Ischemic Rabbit Ear Model
Local tissue hypoxia constitutes a major pathophysiologic factor in human chronic wounds. We developed and refined an ischemic variant of the rabbit ear model in which to study the effects of hypoxia on wound healing. Surgical ligation of the caudal and central arteries, leaving the rostral artery as the sole inflow source, produces sustained, measurable ischemia with a significant effect on wound healing.
Ischemia-Reperfusion (IR) Model
IR injury has been increasingly recognized as a major factor in the pathogenesis of chronic skin wounds. We developed a novel rabbit ear model for the induction of subclinical, cyclic IR injury in cutaneous tissue that will serve as a valuable tool for the testing of new therapeutics.
Rabbit Ear Burn Model
Hypertrophic scarring is common following burn injury and remains a source of significant morbidity both in physical and psychosocial domains. Individuals can experience cosmetic disfigurement, pain, itching, and tightening or shortening of the skin and/or underlying muscles. As the current therapies provide limited benefit, prevention of such scarring is key. We established a reproducible model of hypertrophic scar following burn injury in the rabbit in order to facilitate study targets for prevention of hypertrophic scar in the burn population.
Pig Skin Flap Model
We developed a pig skin flap model with reliable distal necrosis and a marginally perfused tissue with local ischemia. Four skin flaps with 4x14 cm were created on each side of the animal’s back; the base (4 cm width) of the flaps lying about 4 cm from the dorsal midline and direction of the flap being ventrally in the direction of the body somite. The flaps were incised ventrally and along both sides, carrying the incision through the panniculus carnosus. The flaps were raised completely by incision and sutured back into position with running 3-0 nylon suture. Flaps were covered with gauze and wrapped with 2-layer bandage, protected with jacket.
Mouse Dermatitis Model
Dermatitis leads to significant discomforting and aesthetically displeasing skin changes including erythema, drying, scaling, and excoriation of the skin. However, the cause of dermatitis is not known and present treatments have limited ability to alleviate symptoms without cure. We developed a mouse dermatitis model and evaluated the effect of various therapeutic agents in the treatment of dermatitis.

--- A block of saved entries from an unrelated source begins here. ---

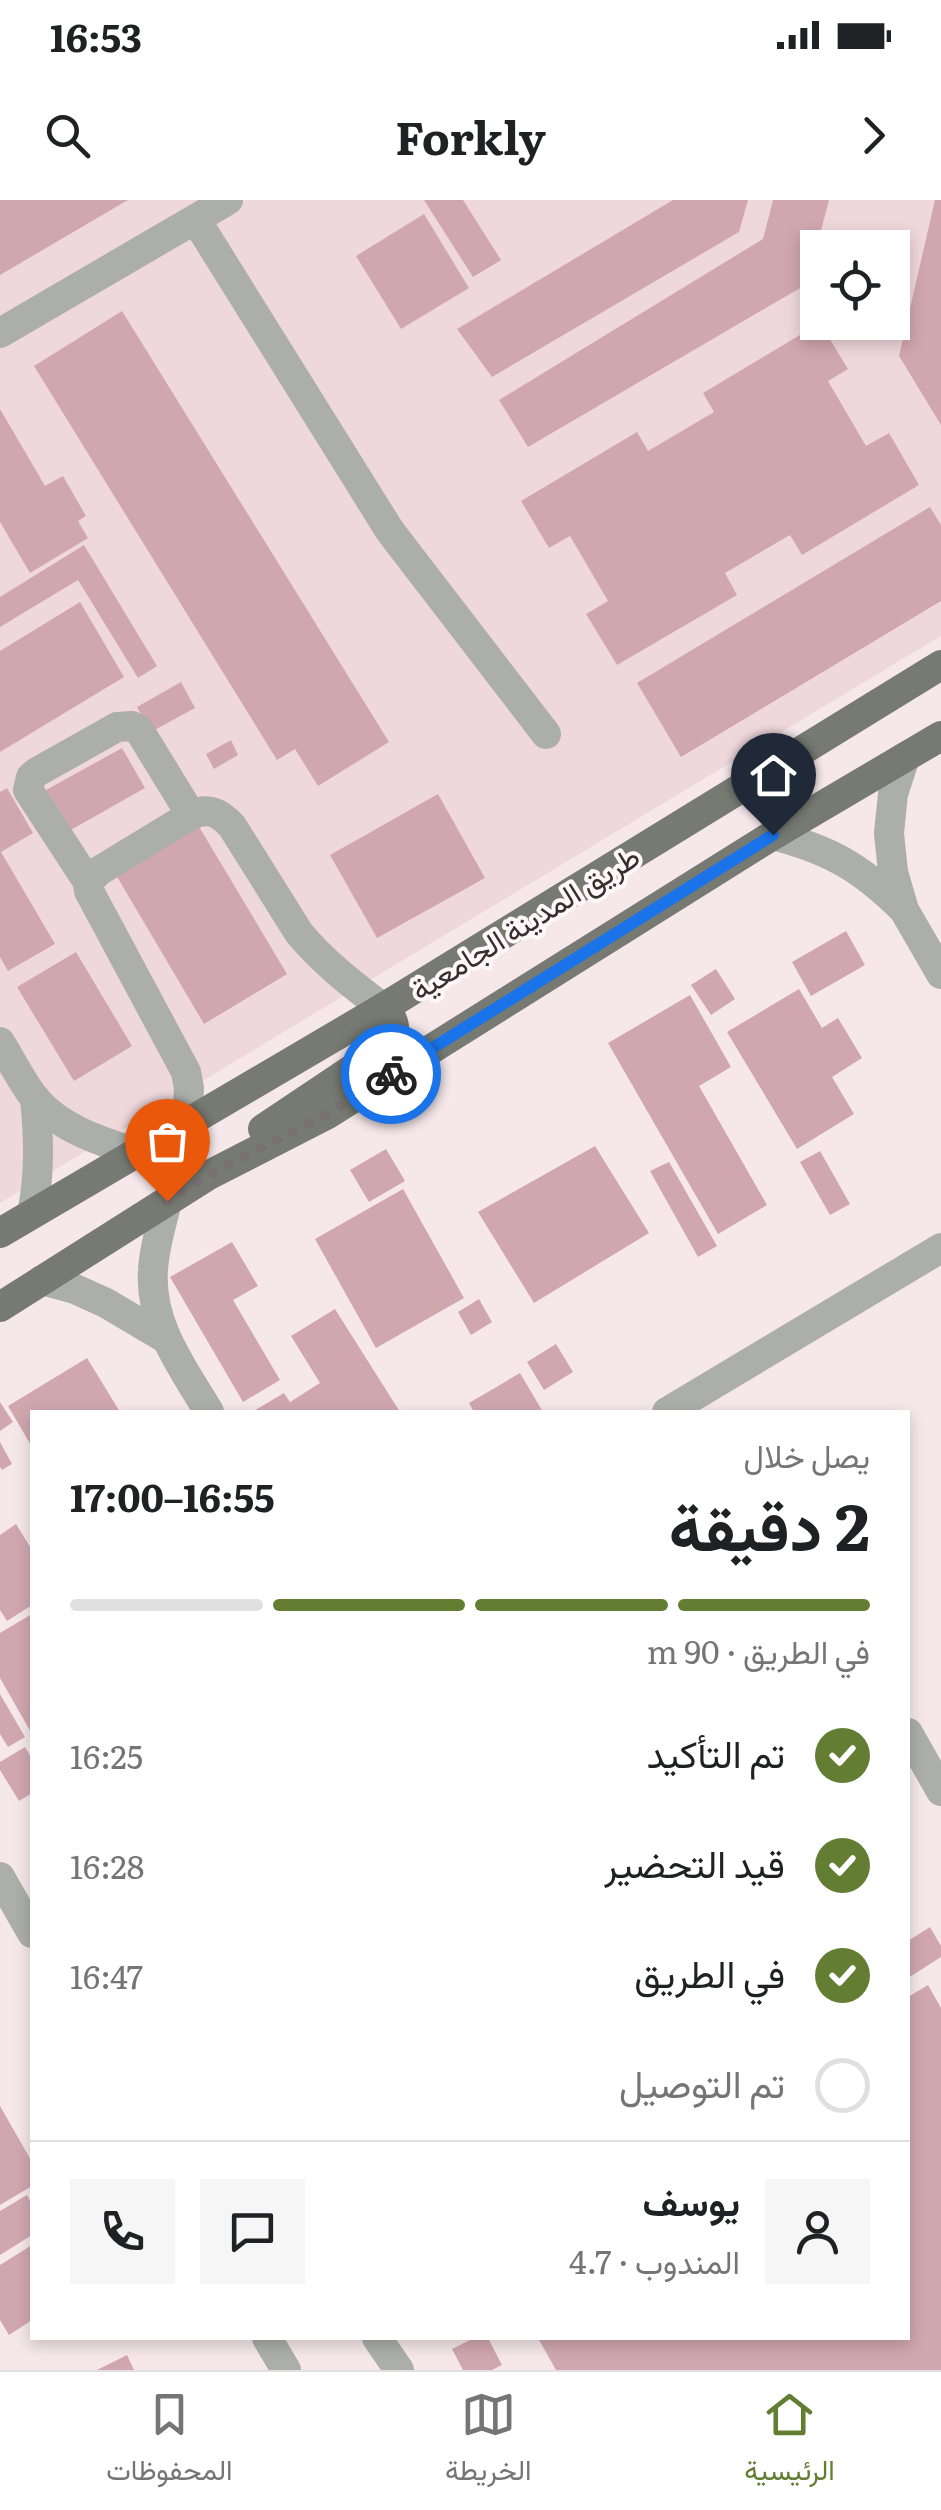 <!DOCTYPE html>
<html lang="ar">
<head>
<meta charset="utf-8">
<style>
  :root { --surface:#fff; --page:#f6f6f6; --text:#202124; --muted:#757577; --line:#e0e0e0; --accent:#637e32 }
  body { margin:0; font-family:Literata,Vazirmatn,serif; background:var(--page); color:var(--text); direction:rtl; height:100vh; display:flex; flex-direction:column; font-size:38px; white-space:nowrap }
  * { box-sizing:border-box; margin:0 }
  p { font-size:32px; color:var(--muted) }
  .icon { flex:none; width:55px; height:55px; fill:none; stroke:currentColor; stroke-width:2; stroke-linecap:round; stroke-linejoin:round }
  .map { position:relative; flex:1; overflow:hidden; direction:ltr }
  .panel { position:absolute; left:30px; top:1210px; width:880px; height:930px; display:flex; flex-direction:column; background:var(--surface); border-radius:0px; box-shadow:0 5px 15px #0003; direction:rtl }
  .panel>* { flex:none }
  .fabs { position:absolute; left:800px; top:30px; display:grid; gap:20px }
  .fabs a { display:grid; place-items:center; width:110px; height:110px; border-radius:0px; background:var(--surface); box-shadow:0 5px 15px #0003; font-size:50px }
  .pin { position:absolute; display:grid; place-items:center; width:85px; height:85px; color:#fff; margin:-102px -42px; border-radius:50% 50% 50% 0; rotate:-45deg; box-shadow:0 0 10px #0007 }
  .pin .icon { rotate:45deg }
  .courier { position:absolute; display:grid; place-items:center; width:100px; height:100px; margin:-50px; border:8px solid #1a73e8; border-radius:50%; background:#fff; color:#222; box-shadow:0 2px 12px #0007 }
  .head em { font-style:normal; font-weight:700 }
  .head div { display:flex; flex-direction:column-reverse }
  .head { display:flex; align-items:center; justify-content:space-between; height:170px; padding:0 40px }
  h1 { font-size:65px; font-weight:700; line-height:75px }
  .bar { display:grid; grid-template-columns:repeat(4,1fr); gap:15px 10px; align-content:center; height:120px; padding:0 40px }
  .bar i { height:12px; border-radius:8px; background:var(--line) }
  .bar .current { background:var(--accent) }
  .bar p { grid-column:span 4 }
  .line { display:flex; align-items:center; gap:25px; padding:0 40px; border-top:2px solid var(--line) }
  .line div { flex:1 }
  .round { display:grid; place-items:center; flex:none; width:105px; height:105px; border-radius:0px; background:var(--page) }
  ol { padding:0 40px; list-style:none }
  li { display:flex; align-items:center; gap:30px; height:110px }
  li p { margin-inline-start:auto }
  li .icon { padding:10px; border-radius:50%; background:var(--accent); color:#fff; stroke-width:4 }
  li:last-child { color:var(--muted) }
  li i { width:55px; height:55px; border:5px solid var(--line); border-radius:50% }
  .status { display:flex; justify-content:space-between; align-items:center; height:70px; padding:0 50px; background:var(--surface); direction:ltr }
  .status svg { height:28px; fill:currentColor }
  header { display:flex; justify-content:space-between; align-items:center; height:130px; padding:0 40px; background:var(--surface); font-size:45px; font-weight:700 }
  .tabs { display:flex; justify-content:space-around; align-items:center; height:140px; border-top:2px solid var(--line); background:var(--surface); font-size:28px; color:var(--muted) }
  .tabs a { display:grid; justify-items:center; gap:5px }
  .tabs .current { color:var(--accent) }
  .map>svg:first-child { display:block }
  .built { fill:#efd8dc; fill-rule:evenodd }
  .building { fill:#d1a7af }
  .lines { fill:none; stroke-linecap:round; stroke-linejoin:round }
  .minor { stroke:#acaea9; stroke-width:30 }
  .major { stroke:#767a72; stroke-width:30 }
  .done { stroke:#787071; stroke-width:10; stroke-dasharray:0 18 }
  .route { stroke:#1a73e8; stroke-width:12 }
  .labels { text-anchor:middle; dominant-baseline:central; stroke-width:8; stroke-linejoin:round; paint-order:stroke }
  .street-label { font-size:30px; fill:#342f30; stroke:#fff7f8 }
</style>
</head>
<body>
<div class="status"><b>16:53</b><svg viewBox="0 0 49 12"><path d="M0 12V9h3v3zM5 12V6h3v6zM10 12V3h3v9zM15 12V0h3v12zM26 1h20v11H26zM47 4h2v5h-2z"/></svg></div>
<header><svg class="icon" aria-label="forward" viewBox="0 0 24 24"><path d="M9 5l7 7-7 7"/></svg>Forkly<svg class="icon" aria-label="search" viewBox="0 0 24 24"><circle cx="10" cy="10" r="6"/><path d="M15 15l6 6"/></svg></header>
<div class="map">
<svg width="941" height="2170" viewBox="0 0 941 2170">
  <rect width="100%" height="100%" fill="#f6e8ea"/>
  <!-- built -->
  <path class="built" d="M0,0H941V436L0,1003ZM818,48H892V122H818Z"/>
  <!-- building -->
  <g class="building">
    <polygon points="0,0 128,0 0,75"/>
    <polygon points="424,0 463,0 501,60 473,77"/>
    <polygon points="673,0 748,0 739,32 492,177 457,129"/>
    <polygon points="773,0 829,0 807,84 528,247 499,200 763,39"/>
    <polygon points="935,0 941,0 941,225 899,156"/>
    <polygon points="424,14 469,88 401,129 356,56"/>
    <polygon points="122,111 389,542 318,586 295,549 277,560 34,166"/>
    <polygon points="820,123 848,169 828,181 866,246 889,233 919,285 802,355 790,335 725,373 737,395 617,465 586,414 608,401 570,336 549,348 521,301 637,232 648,251 714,212 703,193"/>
    <polygon points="0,209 45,286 63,276 86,316 78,321 88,338 30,373 0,322"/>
    <polygon points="930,307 941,325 941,401 681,557 637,483"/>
    <polygon points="84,345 157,466 138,478 78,380 0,427 0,397"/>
    <polygon points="80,402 124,477 0,552 0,451"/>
    <polygon points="181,482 195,508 151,532 137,507"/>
    <polygon points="231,540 238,555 214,569 206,554"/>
    <polygon points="122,548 145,588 69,631 46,590"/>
    <polygon points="7,588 33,633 1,652 55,744 8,771 0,757 0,592"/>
    <polygon points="438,594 485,678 377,738 330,655"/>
    <polygon points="198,625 287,774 204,824 116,675"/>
    <polygon points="846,731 865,765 811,796 792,762"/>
    <polygon points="76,752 132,846 74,881 17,787"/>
    <polygon points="716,769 735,799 711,815 691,785"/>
    <polygon points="799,789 822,828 838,818 862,858 832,877 854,914 797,949 727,832"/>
    <polygon points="690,795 731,867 699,886 767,1005 718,1034 608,843"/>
    <polygon points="595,946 649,1033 534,1103 478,1012"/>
    <polygon points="386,949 405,981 369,1002 350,970"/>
    <polygon points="820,951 850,1004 830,1015 800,962"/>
    <polygon points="669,962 717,1046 698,1057 650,971"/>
    <polygon points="403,989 464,1098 376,1148 315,1039"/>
    <polygon points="232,1042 258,1086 233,1100 280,1180 243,1202 170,1077"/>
    <polygon points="479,1099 492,1122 471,1135 458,1112"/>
    <polygon points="335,1109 400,1212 252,1212 284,1193 290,1202 320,1183 291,1136"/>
    <polygon points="556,1144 573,1172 544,1190 527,1162"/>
    <polygon points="87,1158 120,1212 32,1212 32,1247 8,1206"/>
    <polygon points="520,1173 543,1212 474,1212 469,1203"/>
    <polygon points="0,1202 13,1222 0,1231"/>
    <polygon points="0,1242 12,1264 2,1270 0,1267"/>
    <polygon points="16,1324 32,1350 32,1405 7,1421 0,1410 0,1335"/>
    <polygon points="32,1414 32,1534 0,1478 0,1433"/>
    <polygon points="0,1494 25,1537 8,1547 0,1534"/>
    <polygon points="25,1547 32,1559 32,1593 19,1601 0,1570 0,1562"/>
    <polygon points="930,1727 941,1746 941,1757 908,1778 908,1741"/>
    <polygon points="928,1785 941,1808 941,2170 556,2170 538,2138 908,2138 908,1797"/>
    <polygon points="0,1906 32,1962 32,1986 0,2005"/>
    <polygon points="27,1995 32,2005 32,2035 0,2055 0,2011"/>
    <polygon points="32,2045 32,2120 9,2135 0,2120 0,2065"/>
    <polygon points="474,2138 488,2138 502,2165 492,2170 463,2170 452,2149"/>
    <polygon points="127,2155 134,2170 97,2170"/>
  </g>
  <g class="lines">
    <!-- minor -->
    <g class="minor">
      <polyline points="196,20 390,331 546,534"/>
      <polyline points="0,133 228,0"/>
      <polyline points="905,557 893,594 889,633 893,672 904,710 941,774"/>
      <path d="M773,635C830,650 860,667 902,708"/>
      <polyline points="88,682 28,590 31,577 37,572 117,527 132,526 139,530 191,615"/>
      <path d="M0,842C11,860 21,880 33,896C57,927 100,942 136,952"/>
      <path d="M187,922L189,888L186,872L89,691L88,682L99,671L191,615C208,607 219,612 232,626L299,733C324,763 353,785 383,808"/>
      <path d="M167,1001C162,1023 154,1047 153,1070C149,1124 183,1168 209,1212"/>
      <path d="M32,1014C40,975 39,938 35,898"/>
      <polyline points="42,1080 75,1089 106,1103 165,1138"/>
      <polyline points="667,1212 941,1048"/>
      <polyline points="908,1533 941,1591"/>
      <polyline points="0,1677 32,1733"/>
      <polyline points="267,2138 286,2170"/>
      <polyline points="377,2138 399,2170"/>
    </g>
    <!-- major -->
    <g class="major">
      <path d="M263,929L387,846C398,832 396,820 383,808"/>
      <polyline points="0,1033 383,808 941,465"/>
      <polyline points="0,1107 207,976 326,915 773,635 941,536"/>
    </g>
  </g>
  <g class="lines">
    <!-- done -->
    <polyline class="done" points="167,1001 207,976 326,915 391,874"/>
    <!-- route -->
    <polyline class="route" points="391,874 773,635"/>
  </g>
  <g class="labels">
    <!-- street labels -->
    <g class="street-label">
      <text transform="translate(524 721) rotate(-32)">طريق المدينة الجامعية</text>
    </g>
  </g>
</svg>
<div class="fabs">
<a><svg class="icon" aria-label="locate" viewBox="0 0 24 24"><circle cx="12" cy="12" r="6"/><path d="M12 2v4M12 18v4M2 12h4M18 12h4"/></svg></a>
</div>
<div class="pin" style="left:167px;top:1001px;background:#ea580c"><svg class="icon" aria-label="bag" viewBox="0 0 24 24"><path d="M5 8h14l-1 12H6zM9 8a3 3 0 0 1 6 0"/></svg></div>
<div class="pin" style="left:773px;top:635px;background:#1f2937"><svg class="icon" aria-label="home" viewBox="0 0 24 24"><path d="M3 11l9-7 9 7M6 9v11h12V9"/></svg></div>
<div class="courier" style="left:391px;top:874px"><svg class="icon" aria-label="bike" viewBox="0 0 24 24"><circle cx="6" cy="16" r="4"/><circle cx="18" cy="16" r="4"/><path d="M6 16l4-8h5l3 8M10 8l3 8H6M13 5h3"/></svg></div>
<section class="panel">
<div class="head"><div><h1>2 دقيقة</h1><p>يصل خلال</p></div><em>16:55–17:00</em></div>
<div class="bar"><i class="current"></i><i class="current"></i><i class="current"></i><i></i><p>في الطريق · 90 m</p></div>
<ol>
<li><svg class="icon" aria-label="check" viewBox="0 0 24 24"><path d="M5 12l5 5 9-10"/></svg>تم التأكيد<p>16:25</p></li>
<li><svg class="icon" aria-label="check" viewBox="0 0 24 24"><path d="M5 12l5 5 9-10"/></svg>قيد التحضير<p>16:28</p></li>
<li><svg class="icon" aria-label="check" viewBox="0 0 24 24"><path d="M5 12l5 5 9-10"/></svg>في الطريق<p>16:47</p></li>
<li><i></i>تم التوصيل</li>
</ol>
<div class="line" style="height:180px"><a class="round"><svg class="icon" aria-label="person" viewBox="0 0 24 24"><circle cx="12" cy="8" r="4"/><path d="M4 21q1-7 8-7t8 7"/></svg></a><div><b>يوسف</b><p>المندوب · 4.7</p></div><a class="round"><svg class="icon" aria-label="chat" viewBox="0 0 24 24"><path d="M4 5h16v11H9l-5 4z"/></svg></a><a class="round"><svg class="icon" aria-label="phone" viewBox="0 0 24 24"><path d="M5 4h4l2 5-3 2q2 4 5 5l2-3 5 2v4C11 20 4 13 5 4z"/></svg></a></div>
</section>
</div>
<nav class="tabs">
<a class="current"><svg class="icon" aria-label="home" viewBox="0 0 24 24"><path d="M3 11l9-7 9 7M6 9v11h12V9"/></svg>الرئيسية</a>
<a><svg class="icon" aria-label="map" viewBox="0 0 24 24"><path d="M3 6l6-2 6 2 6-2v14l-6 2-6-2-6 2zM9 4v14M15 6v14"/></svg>الخريطة</a>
<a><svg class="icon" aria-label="saved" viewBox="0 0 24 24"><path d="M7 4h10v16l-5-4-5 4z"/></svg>المحفوظات</a>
</nav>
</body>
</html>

Human Ex Vivo Skin Culture (HESC)
We developed an optimized partial-thickness of HESC model to maintain human skin characteristics in vitro. Rather than the full-skin ex vivo culture model, HESC model includes epidermis and only a very thin layer of dermis. Our HESC model retains important elements of in vivo skin and has significant advantages for the wound healing studies in vitro.
Three-Dimensional Skin Culture
The 3D culture model mimics the natural human skin environment for the cell growth of keratinocytes and dermal fibroblasts. Human epidermal keratinocytes were co-cultured with dermal fibroblasts in the presence of decellularized human dermis. Both histological and biochemical analyses show that the properties of skin found in vivo were maintained in our 3D culture model.
Mature Adipocyte Culture
Difficulty of using conventional cell culture methods for mature adipocytes, due to their buoyancy, has limited their functional study in vitro. We established a novel in vitro culture method for the mature adipocytes by enclosing them in a hydrogel in this report. Hydrogel-enclosed adipocytes displayed viability in in vitro culture and were capable of expressing foreign genes for at least a month. Mature adipocytes can be cultured in vitro within a matrix, and that they are functionally active cells that respond to environmental changes.